● **PROBLEM TO SOLVE**
Keeping each line exactly as it is, output all of the records.

(Stored items)
· · · ·

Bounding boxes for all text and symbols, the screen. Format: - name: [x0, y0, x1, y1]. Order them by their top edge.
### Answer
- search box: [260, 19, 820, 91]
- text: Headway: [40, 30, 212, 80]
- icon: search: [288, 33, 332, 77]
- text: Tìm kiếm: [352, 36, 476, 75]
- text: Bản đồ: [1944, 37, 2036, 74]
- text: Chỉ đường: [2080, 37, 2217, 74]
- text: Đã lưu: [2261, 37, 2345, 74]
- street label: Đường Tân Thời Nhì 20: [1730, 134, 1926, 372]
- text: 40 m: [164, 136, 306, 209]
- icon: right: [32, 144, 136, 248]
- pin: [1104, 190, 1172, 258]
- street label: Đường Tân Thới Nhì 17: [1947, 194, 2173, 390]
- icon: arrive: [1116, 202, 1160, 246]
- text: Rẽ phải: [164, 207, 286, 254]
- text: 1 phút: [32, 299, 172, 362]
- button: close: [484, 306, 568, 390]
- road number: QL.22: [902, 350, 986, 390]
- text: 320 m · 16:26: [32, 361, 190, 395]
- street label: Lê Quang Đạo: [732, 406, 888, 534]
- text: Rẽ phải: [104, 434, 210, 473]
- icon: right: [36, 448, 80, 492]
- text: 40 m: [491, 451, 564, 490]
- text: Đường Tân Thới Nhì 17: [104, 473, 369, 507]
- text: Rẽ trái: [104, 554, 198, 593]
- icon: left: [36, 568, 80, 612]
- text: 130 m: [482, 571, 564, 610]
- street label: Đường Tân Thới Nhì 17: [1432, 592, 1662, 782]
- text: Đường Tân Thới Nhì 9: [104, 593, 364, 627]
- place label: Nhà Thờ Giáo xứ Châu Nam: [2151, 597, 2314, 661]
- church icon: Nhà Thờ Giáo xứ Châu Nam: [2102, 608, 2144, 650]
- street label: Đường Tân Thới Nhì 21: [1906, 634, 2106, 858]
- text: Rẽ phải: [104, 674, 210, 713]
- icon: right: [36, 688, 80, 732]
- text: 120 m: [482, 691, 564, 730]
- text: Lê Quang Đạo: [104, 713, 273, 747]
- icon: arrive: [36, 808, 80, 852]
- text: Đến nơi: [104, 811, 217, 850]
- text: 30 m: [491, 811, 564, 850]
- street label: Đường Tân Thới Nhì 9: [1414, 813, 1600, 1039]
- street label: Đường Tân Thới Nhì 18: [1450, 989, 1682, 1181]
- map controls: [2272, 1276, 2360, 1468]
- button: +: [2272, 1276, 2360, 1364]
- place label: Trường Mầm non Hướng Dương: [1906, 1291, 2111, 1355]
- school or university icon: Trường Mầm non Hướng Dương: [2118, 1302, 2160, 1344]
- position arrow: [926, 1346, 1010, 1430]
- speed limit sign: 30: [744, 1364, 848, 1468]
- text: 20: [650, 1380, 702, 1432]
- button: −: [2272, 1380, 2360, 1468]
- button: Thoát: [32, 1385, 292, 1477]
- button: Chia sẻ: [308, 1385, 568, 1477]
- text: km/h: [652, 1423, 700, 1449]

· · · ·

● **RESPONSE BELOW**
Bounding boxes for all text and symbols, the screen. Format: - name: [x0, y0, x1, y1]. Order them by their top edge.
### Answer
- search box: [260, 19, 820, 91]
- text: Headway: [40, 30, 212, 80]
- icon: search: [288, 33, 332, 77]
- text: Tìm kiếm: [352, 36, 476, 75]
- text: Bản đồ: [1944, 37, 2036, 74]
- text: Chỉ đường: [2080, 37, 2217, 74]
- text: Đã lưu: [2261, 37, 2345, 74]
- street label: Đường Tân Thời Nhì 20: [1730, 134, 1926, 372]
- text: 40 m: [164, 136, 306, 209]
- icon: right: [32, 144, 136, 248]
- pin: [1104, 190, 1172, 258]
- street label: Đường Tân Thới Nhì 17: [1947, 194, 2173, 390]
- icon: arrive: [1116, 202, 1160, 246]
- text: Rẽ phải: [164, 207, 286, 254]
- text: 1 phút: [32, 299, 172, 362]
- button: close: [484, 306, 568, 390]
- road number: QL.22: [902, 350, 986, 390]
- text: 320 m · 16:26: [32, 361, 190, 395]
- street label: Lê Quang Đạo: [732, 406, 888, 534]
- text: Rẽ phải: [104, 434, 210, 473]
- icon: right: [36, 448, 80, 492]
- text: 40 m: [491, 451, 564, 490]
- text: Đường Tân Thới Nhì 17: [104, 473, 369, 507]
- text: Rẽ trái: [104, 554, 198, 593]
- icon: left: [36, 568, 80, 612]
- text: 130 m: [482, 571, 564, 610]
- street label: Đường Tân Thới Nhì 17: [1432, 592, 1662, 782]
- text: Đường Tân Thới Nhì 9: [104, 593, 364, 627]
- place label: Nhà Thờ Giáo xứ Châu Nam: [2151, 597, 2314, 661]
- church icon: Nhà Thờ Giáo xứ Châu Nam: [2102, 608, 2144, 650]
- street label: Đường Tân Thới Nhì 21: [1906, 634, 2106, 858]
- text: Rẽ phải: [104, 674, 210, 713]
- icon: right: [36, 688, 80, 732]
- text: 120 m: [482, 691, 564, 730]
- text: Lê Quang Đạo: [104, 713, 273, 747]
- icon: arrive: [36, 808, 80, 852]
- text: Đến nơi: [104, 811, 217, 850]
- text: 30 m: [491, 811, 564, 850]
- street label: Đường Tân Thới Nhì 9: [1414, 813, 1600, 1039]
- street label: Đường Tân Thới Nhì 18: [1450, 989, 1682, 1181]
- map controls: [2272, 1276, 2360, 1468]
- button: +: [2272, 1276, 2360, 1364]
- place label: Trường Mầm non Hướng Dương: [1906, 1291, 2111, 1355]
- school or university icon: Trường Mầm non Hướng Dương: [2118, 1302, 2160, 1344]
- position arrow: [926, 1346, 1010, 1430]
- speed limit sign: 30: [744, 1364, 848, 1468]
- text: 20: [650, 1380, 702, 1432]
- button: −: [2272, 1380, 2360, 1468]
- button: Thoát: [32, 1385, 292, 1477]
- button: Chia sẻ: [308, 1385, 568, 1477]
- text: km/h: [652, 1423, 700, 1449]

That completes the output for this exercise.